Concerns that self-employed workers could face a ‘pensions crisis’

A new study has warned that many self-employed workers, contractors and freelancers in the UK could be heading towards a retirement saving crisis.

Insurance company Prudential spoke to more than 1,200 self-employed people across the country and found that nearly half (43 per cent) have no pension at all, compared to just four per cent of employed workers who said they had no savings.

The study also found that:

  • 36 per cent of the self-employed say they cannot afford to save for retirement
  • 31 per cent say they will be relying entirely on the state pension to fund their retirement
  • 28 per cent will be reliant on their business to provide the income they need

The analysis also revealed that self-employed workers are more likely to save generally, if not for a pension, in order to create a safety net for themselves (64 per cent save in comparison to 57 per cent of those in employment).

Worryingly, only one in 10 self-employed workers see a financial adviser regularly, despite one in five (19 per cent) reporting that they are not confident with money and financial matters.

The Association of Independent Professionals and the Self-Employed (IPSE) said the recent findings mirrored it’s own recent research on pension savings amongst self-employed workers and is calling for more action to help workers save.

If you wish to seek specialist advice on contractor pensions, we can recommend you to a specialist firm of Independent Financial Advisers in order to maximise the potential tax breaks.

We have developed a close relationship with M & N Insurance so that you can draw on their experience and expertise to meet all of your pension requirements.

Please contact Jeremy on jeremy@cmeasy.co.uk for further details. You may receive preferential rates if you are a client of Cogent.

Majority of workers opting for freelancing and flexible working over ‘9 to 5’

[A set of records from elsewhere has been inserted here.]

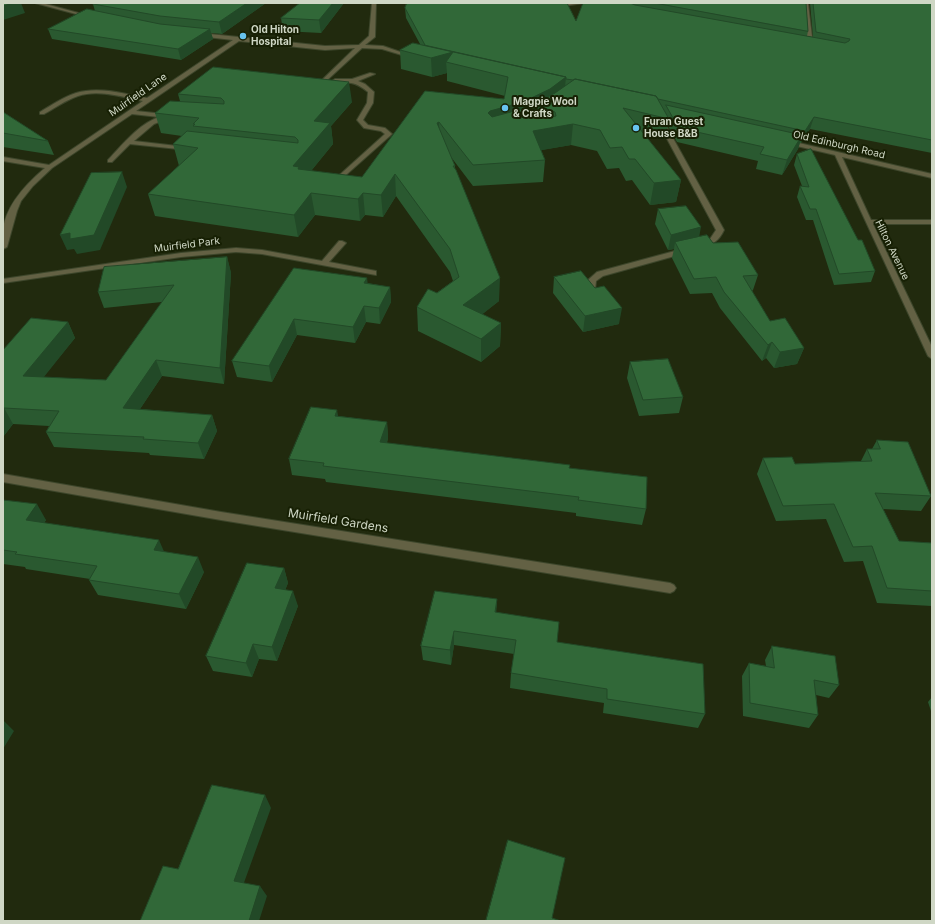 <!DOCTYPE html>
<style>
body{margin:0}
#map{position:relative;width:935px;height:924px;overflow:hidden;background:#212a0e;font-family:Inter,sans-serif}
canvas{display:block}
.frame{position:absolute;inset:0;border:4px solid #cfd7c5;pointer-events:none}
</style>
<div id="map">
<canvas width="935" height="924"></canvas>
<div class="frame"></div>
</div>
<script>
const c = document.querySelector('canvas').getContext('2d');
c.lineJoin = 'round';
function trace(path, color, width, dash) { c.strokeStyle = color; c.lineWidth = width; c.lineCap = dash ? 'butt' : 'round'; c.setLineDash(dash || []); c.stroke(path); }
function fillPath(path, color) { c.fillStyle = color; c.fill(path, 'evenodd'); }
function drawText(font, color, halo, rows, align = 'center') {
  c.font = font + ' Inter,sans-serif'; c.lineWidth = 4; c.setLineDash([]); c.textBaseline = 'middle'; c.strokeStyle = halo; c.fillStyle = color; for (const [text, x, y, turn = 0] of rows) {
    c.save(); c.translate(x, y); c.rotate((+turn || 0) * Math.PI / 180); c.textAlign = isNaN(turn) ? turn : align; if (halo) c.strokeText(text, 0, 0); c.fillText(text, 0, 0); c.restore();
  }
}
const minor = new Path2D(`
 M35,3H42L93,17L91,18Z
 M372,3H376L375,37L365,45L383,46L415,57V59L382,49L362,48L325,82L322,80L323,79L355,48L325,50L239,41L136,111L164,114L168,112L171,114L169,118L154,124L134,141L186,147L188,148V150L130,144L112,162H108V160C123,144 139,124 159,117L132,114L52,168L33,186L21,201L17,211L7,247L3,249C3,243 2,236 3,230C6,205 26,184 45,168L3,161V157L49,165L143,101C123,97 98,89 78,96C66,100 55,108 44,114H40V112C52,105 63,97 76,93C99,86 124,94 147,98L233,40L198,36V34L200,33L325,46L359,45L369,36Z
 M570,3H584L556,7L554,6Z
 M804,3H808L813,45L810,47L802,44L807,43Z
 M370,73L375,74L358,81L365,84L374,92L373,103L363,120L368,125L385,128L392,134L338,182H334V180L385,134L381,131L364,128L357,120L367,103L368,92C363,88 358,84 351,83C345,82 338,84 332,81L335,79H352Z
 M659,121L664,122L724,230C719,241 712,245 701,248L697,246L710,239L716,230L658,122Z
 M786,140L932,174V178L842,157L871,220H932V224H873L932,347V359L928,356L835,155L784,143V141Z
 M339,241H342L346,243L329,262L376,271V275L262,254L236,252L181,257L3,283V279L181,253L236,248L262,250L322,261Z
 M686,248H689V252L603,276L596,281L595,290H589L588,280L597,272Z
 M3,474L221,512L670,583L674,585L676,588L674,591L670,593L221,520L3,482Z`);
const wall = new Path2D(`
 M266,3L222,34L211,33L213,39L181,60L52,39L48,29L95,11L93,4Z
 M344,3L321,33L283,31L281,18Z
 M583,3H806L808,31L807,36L813,37L810,3H932V153L810,129L801,143H800L798,149L782,175L756,169L758,161L677,142L668,126L665,139L644,134L681,180L676,202L650,205L632,180L626,181L619,168L607,169L597,151L571,145L541,150L545,160L543,182L473,186L451,157L455,166V168L499,301L482,314L501,323L500,346L481,362L418,331L417,307L453,281L450,272L396,196L383,217L365,215L360,221L315,215L298,237L155,216L148,194L179,166L173,144L182,136L161,133L155,113L180,101L178,94L352,102L331,126L333,144L311,171L362,177L425,91L504,99L505,96L447,81V73L432,77L401,69L400,50L420,44L406,18L405,8L576,21Z
 M3,112L48,141L54,155L3,147Z
 M797,154L858,240L875,271L871,282L834,285L813,220H806L797,197L800,186H802L794,165Z
 M658,209L699,236L713,243L758,275L753,290L752,291L770,321L804,348L797,364L774,368L766,358L762,361L720,308L712,293L690,294L672,258L674,249L668,250L655,224Z
 M932,223V235L931,226Z
 M227,257L231,273L224,384L162,376L140,409L212,415L217,431L204,459L150,455L149,453L54,447L46,432L49,426L13,424L3,437V350L68,322L75,338L43,377L106,380L162,302L104,308L98,292Z
 M294,268L367,283L390,287L391,302L380,324L366,322L355,343L297,335L272,382L237,377L232,361Z
 M554,277L619,324L583,332L553,293Z
 M630,362L683,397L679,413L639,416L627,378Z
 M338,416L387,422L388,438L387,443L569,468L646,509L642,525L576,516V513L326,482L325,479L292,475L289,459Z
 M877,440L931,496L921,511L883,509L899,541L932,543V606L877,603L863,561L844,562L826,519L776,521L757,474L763,458L795,464L861,461L867,449H872Z
 M3,500L46,520L44,523L164,552L204,572L186,609L98,595L89,580L90,579L26,569L25,567L3,564Z
 M284,568L288,583L285,590L298,606L277,661L259,659L252,677L213,671L206,656Z
 M497,599L496,613L557,642L705,714L698,728L603,713L604,703L510,688L511,673L514,654L454,645L451,665L423,660L421,646Z
 M772,646L839,685L829,698L816,695L818,715L809,728L743,716L742,676L749,663L766,666L765,660Z
 M932,697V714L928,702Z`);
const shadedWall = new Path2D(`
 M13,3H21L25,13L3,20V6Z
 M247,3H266L222,34L219,22Z
 M333,3H344L321,33L319,20Z
 M210,29L213,39L181,60L178,49Z
 M453,52L446,62L447,73L432,77L431,58Z
 M566,77L564,97L535,104L534,116L488,134V113L490,111Z
 M349,82L352,102L331,126L333,144L302,182L293,166L314,121Z
 M814,117L810,129L801,143L805,131Z
 M439,122L440,143L437,123Z
 M573,124L571,145L531,152L533,131Z
 M802,135L798,149L782,175L787,160Z
 M122,172L127,187L100,250L77,254L74,249L67,250L60,235Z
 M395,174L396,196L383,217L381,195Z
 M681,180L676,202L650,205L654,183Z
 M311,193L315,215L298,237L294,215Z
 M363,193L365,215L360,221L358,199Z
 M701,227L698,243L675,242L674,249L668,250L671,235Z
 M227,257L231,273L224,384L220,368Z
 M367,278L369,293L364,283Z
 M500,278L499,301L464,329L463,305Z
 M390,287L391,302L380,324L379,308Z
 M364,306L366,322L355,343L353,327Z
 M622,308L619,324L583,332L585,316Z
 M294,319L297,335L272,382L269,366Z
 M68,322L75,338L32,392L23,376Z
 M501,323L500,346L481,362V339Z
 M772,342L766,358L762,361L768,345Z
 M804,348L797,364L774,368L780,352Z
 M156,360L162,376L130,424L123,408Z
 M4,408L13,424L3,437V409Z
 M337,410L340,426L335,416Z
 M212,415L217,431L204,459L198,443Z
 M387,422L388,438L382,458L380,442Z
 M37,504L46,520L36,536L26,520Z
 M159,540L166,556L154,550Z
 M198,557L204,572L186,609L179,594Z
 M284,568L288,583L280,604L275,588Z
 M293,591L298,606L277,661L272,647Z
 M497,599L496,615L495,612Z
 M454,631V645L451,665L450,650Z
 M253,644L259,659L252,677L246,663Z
 M3,720L14,731L3,749Z
 M265,795L271,808L241,891L234,881Z
 M260,886L267,896L259,921H249Z`);
const building = new Path2D(`
 M3,3H13L3,6Z
 M96,3H247L219,22L160,16L93,4Z
 M300,3H333L319,20L281,18Z
 M407,3H567L576,21L583,3H630L635,5L845,43L849,41L850,39L816,32L813,3H932V140L814,117L805,131L658,99L656,96L575,79L573,80L566,79V77L424,45H425L405,8Z
 M655,3H806L808,31Z
 M87,9L160,24L210,29L178,49L48,29Z
 M413,43L566,77L550,89L523,102L490,111L488,113L492,117L526,108L550,117L556,116L555,112L535,104L555,93L575,79L656,96L669,119L623,108L681,180L654,183L635,159H629L622,147L610,148L600,130L573,124L533,131L545,160L473,165L439,122L437,123L455,166H453L456,170L500,278L463,305L501,323L481,339L417,307L428,289L437,293L459,277L450,249L395,174L381,195L363,193L358,199L311,193L294,215L148,194L198,148L173,144L187,131L298,143V140L295,137L193,126L195,124H193L199,118L155,113L170,101L224,104V101L221,98L178,94L213,67L349,82L314,121L330,123L293,166L299,167L298,169L362,177L425,91L504,99L508,77L446,62L453,52L431,58L400,50Z
 M666,105L802,135L787,160L760,154L764,147L679,128Z
 M3,112L48,141L3,133Z
 M811,149L858,240H862L875,271L839,274L816,209H810L800,186L809,187L797,154Z
 M122,172L94,235L70,239V233L60,235L91,173Z
 M686,206L701,227L671,235L658,209Z
 M707,235L713,243L738,242L758,275L743,276L770,321L785,318L804,348L780,352L772,342L768,345L724,292L716,277L694,279L675,242Z
 M227,257L220,368L156,360L123,408L212,415L198,443L143,439L144,437L46,432L59,411L4,408L3,409V350L31,318L68,322L23,376L106,380L174,285L98,292L104,267Z
 M294,268L367,278L364,283L390,287L379,308L364,306L353,327L294,319L269,366L232,361Z
 M581,271L595,288L604,286L622,308L585,316L554,277Z
 M668,359L683,397L643,400L630,362Z
 M311,407L337,410L335,416L387,422L380,442L570,465L569,468L647,477L646,509L578,500L579,497L323,466L324,463L289,459Z
 M877,440L908,442L931,496L875,493L899,541L932,543V591L887,588L872,546L853,547L834,504L783,506L763,458L792,457L795,464L872,461L867,449H880Z
 M3,500L37,504L26,520L159,540L154,550L198,557L179,594L89,580L97,566L15,554L17,552L3,550Z
 M247,563L284,568L275,588L293,591L272,647L253,644L246,663L206,656Z
 M435,591L497,599L495,612L559,622L557,642L703,664L705,714L607,699V689L511,673L516,640L454,631L450,650L421,646Z
 M772,646L835,656L839,685L814,680L818,715L750,703L749,663L774,668Z
 M212,785L265,795L234,881L260,886L249,921H140L163,866L178,869Z
 M508,840L565,858L552,918L561,921H486Z`);
const markers = [
 [243,36,4,"#68c4f0"],
 [505,108,4,"#68c4f0"],
 [636,128,4,"#68c4f0"]
];
const farPoinames = [
 ["Old Hilton",251,30],
 ["Hospital",251,42],
 ["Magpie Wool",513,102],
 ["& Crafts",513,114],
 ["Furan Guest",644,122],
 ["House B&B",644,134]
];
const farStreetnames = [
 ["Muirfield Lane",138,95,-35],
 ["Old Edinburgh Road",839,145,13],
 ["Muirfield Park",187,245,-7],
 ["Hilton Avenue",892,250,64]
];
const streetNames = [
 ["Muirfield Gardens",338,521,9]
];
trace(minor, '#3d462b', 2);
fillPath(minor, '#636144');
fillPath(wall, '#2a5930');
fillPath(shadedWall, '#224927');
fillPath(building, '#316838');
trace(building, '#224927', 1);
for (const [x, y, r, color] of markers) { const dot = new Path2D(); dot.arc(x, y, r, 0, 2 * Math.PI); c.fillStyle = color; c.fill(dot); trace(dot, '#172004', 1.5); }
drawText('bold 10px', '#cfd7c5', '#172004', farPoinames, 'left');
drawText('10px', '#cfd7c5', '#172004', farStreetnames);
drawText('12px', '#cfd7c5', '#172004', streetNames);
</script>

The archetypal 9am to 5pm working day might be so ingrained into the psyche of workers across the Western world that Dolly Parton wrote a song about it, but new research has revealed that it is now an unusual way to make a living for UK workers.

The YouGov survey found that just six per cent of UK workers now work the typical 9 to 5.

Instead, researchers discovered that nearly half of those questioned enjoyed flexible working arrangements, such as freelancing, contracting and working zero-hours contracts.

Respondents said that they preferred this much more flexible approach to work as it enabled them to mix their work with other commitments.

There was little appetite from respondents to the survey, commissioned by fast-food chain McDonalds, to return to the 9 to 5, either.

The workers questioned revealed themselves to be larks, rather than owls, with 37 per cent wishing to work from 8am to 4pm and 21 per cent wishing to work from 7am to 3pm.

And finally…

A once-popular restaurant chain in China has lost millions of pounds in market value following an unusual complaint from a mortified customer.

Xiabu Xiabu, which has restaurants across China’s Shandong province, has lost an estimated £145 million after it served a pregnant woman a soup containing one very furry unwanted ingredient.

According to a report in Sky News, the mother-to-be, who was dining at a Xiabu Xiabu restaurant in Weifang, was horrified to find a boiled rat lurking in her hotpot.

The disgruntled customer, who fished out the furry mammal using a pair of chopsticks, took photos and videos as proof prior to issuing a complaint to the restaurant’s manager.

Naturally, the content quickly ended up being circulated across social media, giving the restaurant chain a bad name and pushing it’s nationwide sales down by a shocking 12 per cent.

Some might see this as unfair, but reports suggest that the restaurant’s owners were not exactly very forgiving when the unnamed customer and her husband approached them to issue a complaint beforehand.

According to reports, instead of a discount on their final bill, an apology, or an offer for the pregnant lady to undertake a medical check-up, the outlet effectively tried to haggle with the couple, making cash offers in an attempt to keep them quiet.